◆ The task:
Could you copy every line of the data that contains the word "cover"?

-- Material supplied follows --

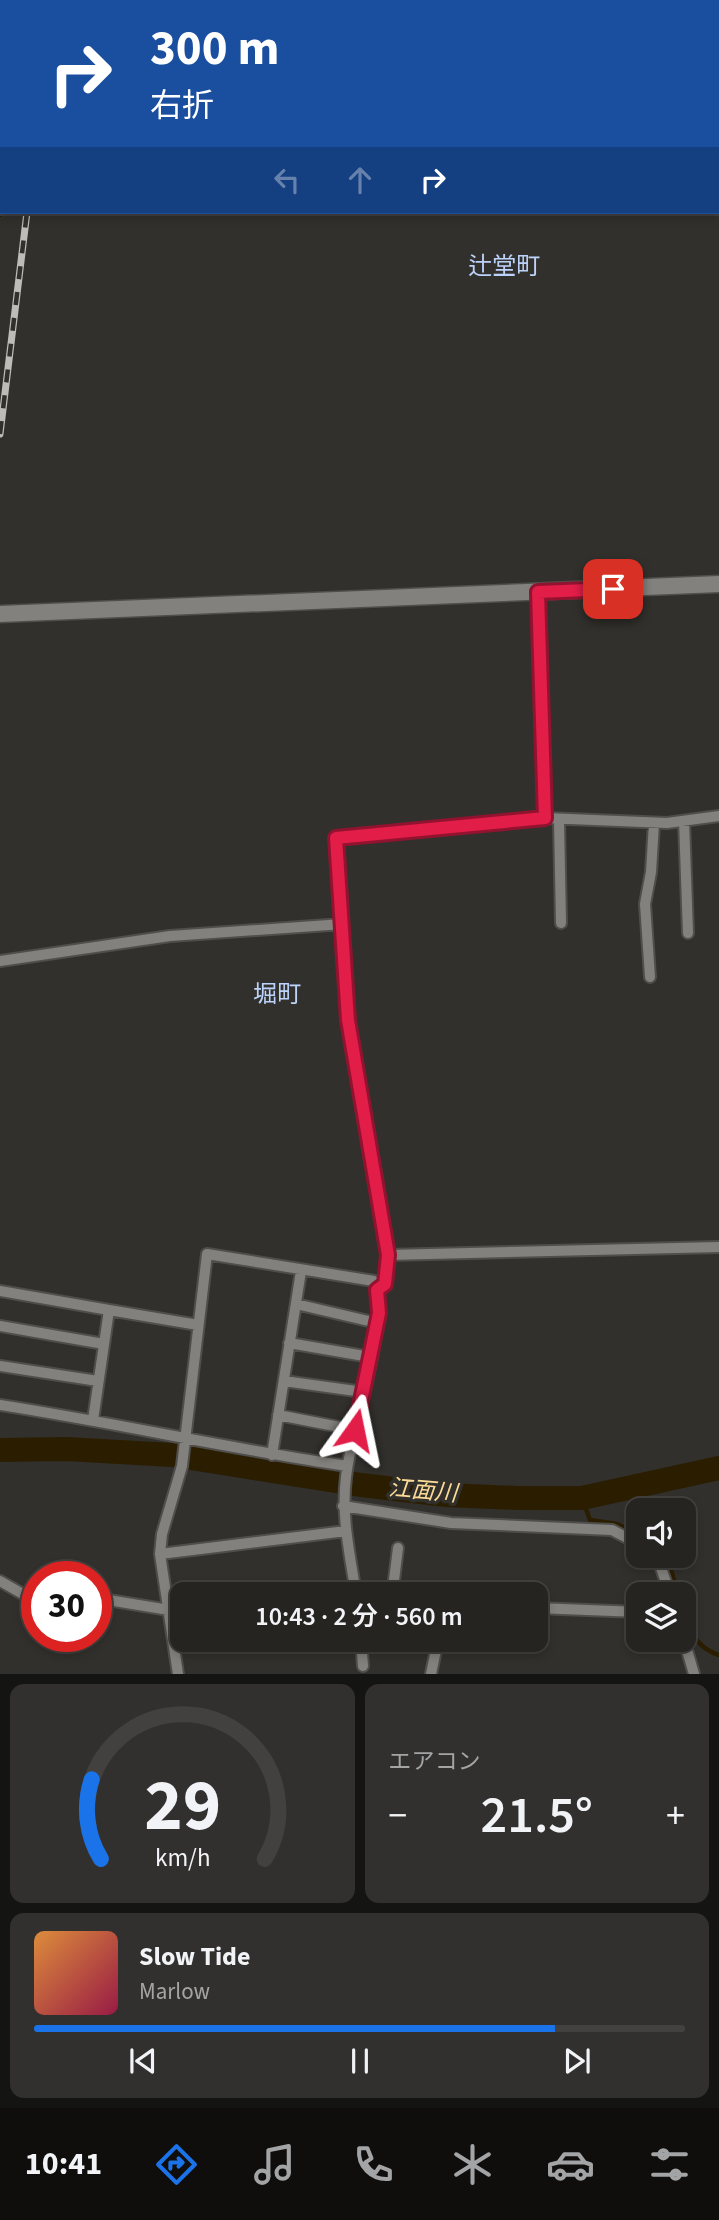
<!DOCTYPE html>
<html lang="ja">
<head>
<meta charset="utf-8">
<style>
  :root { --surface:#252421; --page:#31302e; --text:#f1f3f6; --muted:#a3a4a5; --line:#42413f; --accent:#1a73e8 }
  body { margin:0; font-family:"Source Sans 3","Noto Sans JP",sans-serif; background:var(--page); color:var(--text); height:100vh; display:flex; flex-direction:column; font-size:26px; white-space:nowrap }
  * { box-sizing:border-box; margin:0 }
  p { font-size:23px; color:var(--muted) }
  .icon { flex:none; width:38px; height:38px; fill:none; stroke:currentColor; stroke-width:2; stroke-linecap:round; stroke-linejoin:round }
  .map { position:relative; height:1674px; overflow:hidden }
  .sheet { display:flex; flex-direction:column; gap:10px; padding:10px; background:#141412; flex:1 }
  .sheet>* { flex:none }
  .guide { position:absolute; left:0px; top:0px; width:719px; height:214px; box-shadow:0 4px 10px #0003,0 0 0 2px var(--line); background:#1a4fa0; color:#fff; overflow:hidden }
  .tools { position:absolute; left:626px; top:1498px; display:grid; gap:14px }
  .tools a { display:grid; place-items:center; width:70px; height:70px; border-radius:14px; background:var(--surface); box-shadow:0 4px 10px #0003,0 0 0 2px var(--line); font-size:35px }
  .speed { position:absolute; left:21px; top:1561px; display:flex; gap:14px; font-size:35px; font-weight:700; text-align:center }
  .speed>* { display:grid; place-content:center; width:91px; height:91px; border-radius:50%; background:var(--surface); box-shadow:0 4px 10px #0003,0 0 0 2px var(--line); line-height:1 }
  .speed .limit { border:10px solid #d22; background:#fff; color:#111 }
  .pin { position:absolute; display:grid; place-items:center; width:60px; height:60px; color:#fff; margin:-30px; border-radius:14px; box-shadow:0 4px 10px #0006 }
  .me { position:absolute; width:77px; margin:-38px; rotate:12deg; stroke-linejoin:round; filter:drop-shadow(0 0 5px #0008) }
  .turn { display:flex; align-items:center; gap:24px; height:147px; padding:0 35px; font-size:32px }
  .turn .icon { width:91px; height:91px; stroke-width:2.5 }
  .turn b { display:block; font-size:49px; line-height:60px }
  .lanes { display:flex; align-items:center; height:66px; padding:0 35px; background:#0003; justify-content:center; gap:35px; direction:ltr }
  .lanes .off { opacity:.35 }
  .big { font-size:52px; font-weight:600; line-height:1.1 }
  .sheet .card { flex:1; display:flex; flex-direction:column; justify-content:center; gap:10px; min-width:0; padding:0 24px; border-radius:14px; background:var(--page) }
  .sheet .dial { align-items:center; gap:0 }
  .dial svg { height:182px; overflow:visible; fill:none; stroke:var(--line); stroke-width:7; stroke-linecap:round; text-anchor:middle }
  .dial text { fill:var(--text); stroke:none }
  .song { display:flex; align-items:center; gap:21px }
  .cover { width:84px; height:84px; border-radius:10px; background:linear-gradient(135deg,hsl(30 70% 55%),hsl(340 70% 35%)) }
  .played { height:7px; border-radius:4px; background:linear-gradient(90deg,var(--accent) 80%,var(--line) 80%) }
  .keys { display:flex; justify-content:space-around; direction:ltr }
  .heat { display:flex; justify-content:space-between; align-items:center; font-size:38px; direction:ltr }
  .sheet .tiles { flex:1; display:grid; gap:10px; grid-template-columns:1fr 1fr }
  .card:last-child { grid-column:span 2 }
  .trip { position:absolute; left:170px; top:1582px; width:378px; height:70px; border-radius:14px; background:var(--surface); box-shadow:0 4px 10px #0003,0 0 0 2px var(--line); font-weight:600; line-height:70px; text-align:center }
  .tab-bar { display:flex; height:112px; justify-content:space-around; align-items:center; background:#0f0e0d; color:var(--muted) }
  .tab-bar .icon { width:49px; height:49px }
  .tab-bar .current { color:var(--accent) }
  .tab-bar b { font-size:32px; color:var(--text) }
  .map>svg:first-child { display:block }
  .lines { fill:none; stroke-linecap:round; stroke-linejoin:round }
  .stream { stroke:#2b1e00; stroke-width:4.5 }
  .river { stroke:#2b1e00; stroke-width:24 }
  .street-casing { stroke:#4f4e4b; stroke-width:14 }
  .secondary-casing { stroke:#4f4e4b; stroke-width:19 }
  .street { stroke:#83817d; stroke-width:10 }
  .secondary { stroke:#83817d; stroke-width:16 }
  .rail-casing { stroke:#bdbcb8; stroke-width:7 }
  .rail { stroke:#31302c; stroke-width:4.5; stroke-dasharray:13; stroke-linecap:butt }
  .route-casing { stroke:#92132f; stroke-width:18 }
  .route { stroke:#e11d48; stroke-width:12 }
  .labels { text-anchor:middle; stroke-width:7; stroke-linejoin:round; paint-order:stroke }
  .water-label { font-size:23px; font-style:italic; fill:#fcdb97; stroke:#31302c }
  .quarter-label { font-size:24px; fill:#bdd2fa; stroke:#31302c }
</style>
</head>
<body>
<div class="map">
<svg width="719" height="1674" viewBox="0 0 719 1674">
  <rect width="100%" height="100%" fill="#31302c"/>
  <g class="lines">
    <path class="stream" d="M538,0v2
      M0,215l2,-3
      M582,1498l8,22 27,4 22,11
      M667,1556l11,38
      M684,1619c9,18 16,30 35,36"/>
    <path class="river" d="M0,1450l66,-1 106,6 189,30 85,10 72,3h64l137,-30"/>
    <g class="street-casing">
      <path id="street" d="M443,0l2,2
        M523,2v-2
        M0,57h2
        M718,122h1
        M0,161l2,-3
        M545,818l122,5 52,-7
        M559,821l2,102
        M684,821l4,112
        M0,961l170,-25 173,-12
        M650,977l-5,-73 6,-32 3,-49
        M388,1255l331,-8
        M377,1290l8,-6 3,-29 -40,-236 -12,-181 209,-20 -7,-226
        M0,1291l109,19
        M296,1304l81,19
        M0,1326l104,18
        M289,1343l81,14
        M0,1366l98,15
        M284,1381l79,11
        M0,1405c116,18 231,44 347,61
        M278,1415l77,15
        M93,1420l16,-110 89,15
        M272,1455l29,-184
        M343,1506l108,17 161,7 27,14
        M160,1554l2,-20 20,-68 25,-212 167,27c15,51 -22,140 -28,196 -5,39 4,78 10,117
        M657,1556l13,38
        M0,1581l28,16 9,-4
        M393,1588l5,-40
        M372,1594l21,-6 12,6
        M96,1598l73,12
        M536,1608l103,4
        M361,1640l2,26
        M684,1640l10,34
        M174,1647l59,-7
        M178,1674l-18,-120 186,-23
        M431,1674l7,-34"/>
    </g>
    <g class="secondary-casing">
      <path id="secondary" d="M0,614l719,-30"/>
    </g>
    <use href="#street" class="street"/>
    <use href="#secondary" class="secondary"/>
    <g class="rail-casing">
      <path id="rail" d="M45,2v-2
        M0,434l27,-222"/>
    </g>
    <use href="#rail" class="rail"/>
  </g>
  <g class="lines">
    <g class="route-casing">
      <path id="route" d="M355,1430l24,-117 -2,-23 8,-6 3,-29 -40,-235 -12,-182 209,-20 -7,-226 75,-3"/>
    </g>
    <use href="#route" class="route"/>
  </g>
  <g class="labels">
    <g class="water-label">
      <text transform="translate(423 1490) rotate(5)" y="8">江面川</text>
    </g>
    <g class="quarter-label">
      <text x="504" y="274">辻堂町</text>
      <text x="277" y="1002">堀町</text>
    </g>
  </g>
</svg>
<div class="tools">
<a><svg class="icon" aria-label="sound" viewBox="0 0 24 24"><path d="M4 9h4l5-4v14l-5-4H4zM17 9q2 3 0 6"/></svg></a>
<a><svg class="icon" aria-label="layers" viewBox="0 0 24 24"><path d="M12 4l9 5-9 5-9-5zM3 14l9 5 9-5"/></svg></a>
</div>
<div class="speed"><div class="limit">30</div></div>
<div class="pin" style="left:613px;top:589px;background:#d93025"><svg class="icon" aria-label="arrive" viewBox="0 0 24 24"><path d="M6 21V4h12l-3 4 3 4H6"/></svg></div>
<svg class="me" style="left:355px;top:1430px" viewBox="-20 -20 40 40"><path d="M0-17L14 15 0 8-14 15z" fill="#e11d48" stroke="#fff" stroke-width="4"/></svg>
<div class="trip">10:43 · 2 分 · 560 m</div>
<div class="guide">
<div class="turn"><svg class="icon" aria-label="right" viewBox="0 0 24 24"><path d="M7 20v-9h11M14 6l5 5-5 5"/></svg><div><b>300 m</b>右折</div></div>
<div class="lanes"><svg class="icon off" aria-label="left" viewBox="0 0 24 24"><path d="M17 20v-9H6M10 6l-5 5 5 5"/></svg><svg class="icon off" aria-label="ahead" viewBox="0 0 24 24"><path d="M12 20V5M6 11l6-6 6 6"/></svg><svg class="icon" aria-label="right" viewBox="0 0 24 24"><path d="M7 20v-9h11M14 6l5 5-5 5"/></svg></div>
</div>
</div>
<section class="sheet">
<div class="tiles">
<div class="card dial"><svg viewBox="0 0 100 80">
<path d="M14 69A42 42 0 1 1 86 69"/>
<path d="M14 69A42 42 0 0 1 10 34" stroke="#1a73e8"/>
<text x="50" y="56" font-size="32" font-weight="700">29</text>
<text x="50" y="72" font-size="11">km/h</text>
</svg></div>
<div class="card"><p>エアコン</p>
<div class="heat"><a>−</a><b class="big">21.5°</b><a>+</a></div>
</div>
<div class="card">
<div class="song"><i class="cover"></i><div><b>Slow Tide</b><p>Marlow</p></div></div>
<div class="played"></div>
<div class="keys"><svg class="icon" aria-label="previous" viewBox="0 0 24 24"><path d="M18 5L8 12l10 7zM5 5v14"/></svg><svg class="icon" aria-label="pause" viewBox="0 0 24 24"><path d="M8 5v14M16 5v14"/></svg><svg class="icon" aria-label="next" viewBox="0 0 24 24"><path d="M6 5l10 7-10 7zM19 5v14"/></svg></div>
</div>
</div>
</section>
<nav class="tab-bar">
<b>10:41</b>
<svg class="icon current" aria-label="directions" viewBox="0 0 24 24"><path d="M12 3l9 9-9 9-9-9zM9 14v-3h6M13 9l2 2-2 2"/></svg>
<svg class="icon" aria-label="music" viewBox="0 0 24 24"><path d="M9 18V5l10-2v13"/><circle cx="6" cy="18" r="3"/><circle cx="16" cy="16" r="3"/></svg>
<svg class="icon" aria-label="phone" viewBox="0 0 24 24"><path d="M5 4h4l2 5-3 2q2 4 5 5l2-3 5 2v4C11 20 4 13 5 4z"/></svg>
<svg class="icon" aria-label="climate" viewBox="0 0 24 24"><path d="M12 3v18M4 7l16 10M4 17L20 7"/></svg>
<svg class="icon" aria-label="car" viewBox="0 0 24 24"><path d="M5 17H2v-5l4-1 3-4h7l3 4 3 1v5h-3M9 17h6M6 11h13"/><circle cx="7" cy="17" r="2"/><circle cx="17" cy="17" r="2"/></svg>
<svg class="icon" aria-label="filters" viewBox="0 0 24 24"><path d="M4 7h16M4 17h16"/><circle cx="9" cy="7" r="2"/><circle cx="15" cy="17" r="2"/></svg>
</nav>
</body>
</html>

-- Material supplied concluded --

◆ Answer to this problem:
  .cover { width:84px; height:84px; border-radius:10px; background:linear-gradient(135deg,hsl(30 70% 55%),hsl(340 70% 35%)) }
<div class="song"><i class="cover"></i><div><b>Slow Tide</b><p>Marlow</p></div></div>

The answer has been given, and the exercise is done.